August 12 – Cal NORML remains opposed to SB1262, pending amendment. See our revised letter to the Appropriations committee.
August 8 – SB1262 is still in play. Police Chiefs met with CCIA, EGA and Small Growers Assn. yesterday, won some concessions (allowing deliveries, removing cultivation cap) in new mock up. Cal NORML is working on suggested changes to protect H&SC 11362.775 and amend transportation codes, felony language etc. It’s heading to Appropriations committee for hearing August 13 and vote by August 15. New version to be posted soon.

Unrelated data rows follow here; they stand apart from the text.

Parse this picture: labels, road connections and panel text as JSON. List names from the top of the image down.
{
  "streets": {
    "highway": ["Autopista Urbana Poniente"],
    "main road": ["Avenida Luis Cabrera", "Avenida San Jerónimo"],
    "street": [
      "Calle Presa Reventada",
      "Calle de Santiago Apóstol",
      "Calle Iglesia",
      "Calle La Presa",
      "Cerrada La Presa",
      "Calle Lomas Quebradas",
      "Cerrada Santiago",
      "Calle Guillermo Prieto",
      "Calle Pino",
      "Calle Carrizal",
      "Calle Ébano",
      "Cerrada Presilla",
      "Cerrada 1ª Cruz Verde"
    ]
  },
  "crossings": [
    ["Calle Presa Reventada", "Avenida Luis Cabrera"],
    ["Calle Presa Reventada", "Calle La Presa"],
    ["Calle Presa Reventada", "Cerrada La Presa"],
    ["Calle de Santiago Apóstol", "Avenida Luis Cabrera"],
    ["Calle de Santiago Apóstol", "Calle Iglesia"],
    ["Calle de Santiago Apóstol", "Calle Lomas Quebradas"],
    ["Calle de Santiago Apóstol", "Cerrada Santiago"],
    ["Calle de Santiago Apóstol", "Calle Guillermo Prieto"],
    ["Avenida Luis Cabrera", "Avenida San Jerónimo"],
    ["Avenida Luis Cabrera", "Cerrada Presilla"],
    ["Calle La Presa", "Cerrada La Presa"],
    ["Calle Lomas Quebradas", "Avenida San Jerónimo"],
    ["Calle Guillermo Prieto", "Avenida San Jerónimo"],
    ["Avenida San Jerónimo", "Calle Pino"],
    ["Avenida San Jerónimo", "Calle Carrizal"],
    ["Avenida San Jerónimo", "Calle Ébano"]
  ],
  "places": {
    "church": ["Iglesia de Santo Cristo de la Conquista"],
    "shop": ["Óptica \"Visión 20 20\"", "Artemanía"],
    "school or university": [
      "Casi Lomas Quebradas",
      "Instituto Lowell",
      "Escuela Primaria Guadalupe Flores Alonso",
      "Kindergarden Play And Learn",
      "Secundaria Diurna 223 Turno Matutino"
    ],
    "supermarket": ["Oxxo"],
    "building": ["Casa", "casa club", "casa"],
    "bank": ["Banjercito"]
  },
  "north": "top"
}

UPDATE August 6 – A new version of the bill posted online is substantially improved over the mark-up we saw. In addition to keeping HSC 11362.775, another significant change is that the Bureau is not required to deny licenses for past felony drug convictions, but “may” do so (section 18110).
However, the bill still says, “The public welfare and public safety require that there be a limitation on the number of premises licensed for the cultivation of marijuana to prevent the diversion of marijuana for nonmedical purposes.”
We still have doubts about its economic viability, especially given the costs of setting up a new agency and the likelihood that very few growers will be able to qualify for provisional licensing. See our letter to the Appropriations committee.
July 30, 2014 – California NORML has changed its position on medical marijuana regulation bill SB1262 from “neutral pending amendments” to “opposed unless amended.”
We have concerns about new language inserted into the bill just before it was sent to the Legislative Counsel’s office last week, in advance of an Assembly Appropriations committee hearing in August.
We have been in touch with Rep. Ammiano’s office and understand that he has asked Senator Correa to make needed changes to the bill. We likewise have asked the Senator to address our concerns.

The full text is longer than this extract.